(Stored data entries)

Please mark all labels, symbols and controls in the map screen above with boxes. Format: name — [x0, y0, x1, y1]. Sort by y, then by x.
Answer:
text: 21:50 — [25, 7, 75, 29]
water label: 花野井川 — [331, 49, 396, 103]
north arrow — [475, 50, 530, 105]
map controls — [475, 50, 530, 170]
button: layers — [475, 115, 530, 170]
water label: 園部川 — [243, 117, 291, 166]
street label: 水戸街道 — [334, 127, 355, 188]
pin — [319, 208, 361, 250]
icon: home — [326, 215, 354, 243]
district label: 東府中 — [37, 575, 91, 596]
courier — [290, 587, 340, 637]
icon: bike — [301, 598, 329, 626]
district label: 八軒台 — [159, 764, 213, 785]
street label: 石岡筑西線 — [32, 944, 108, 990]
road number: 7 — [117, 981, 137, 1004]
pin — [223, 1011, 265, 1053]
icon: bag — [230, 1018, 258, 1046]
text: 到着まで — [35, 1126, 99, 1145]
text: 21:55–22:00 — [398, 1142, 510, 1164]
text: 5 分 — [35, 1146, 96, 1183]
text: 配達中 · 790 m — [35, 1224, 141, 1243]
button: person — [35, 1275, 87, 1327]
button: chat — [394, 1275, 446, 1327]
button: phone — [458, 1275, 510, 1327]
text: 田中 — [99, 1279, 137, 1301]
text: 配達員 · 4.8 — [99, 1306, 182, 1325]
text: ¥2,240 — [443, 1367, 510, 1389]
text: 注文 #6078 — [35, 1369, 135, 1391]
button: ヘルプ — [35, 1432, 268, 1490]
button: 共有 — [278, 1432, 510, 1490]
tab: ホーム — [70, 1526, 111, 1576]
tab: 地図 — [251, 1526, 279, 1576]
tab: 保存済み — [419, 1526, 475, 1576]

_Work instruction:_
Using the entries above, work out how many lines contain the string "button". Respond with that number alone.

_Task output:_
6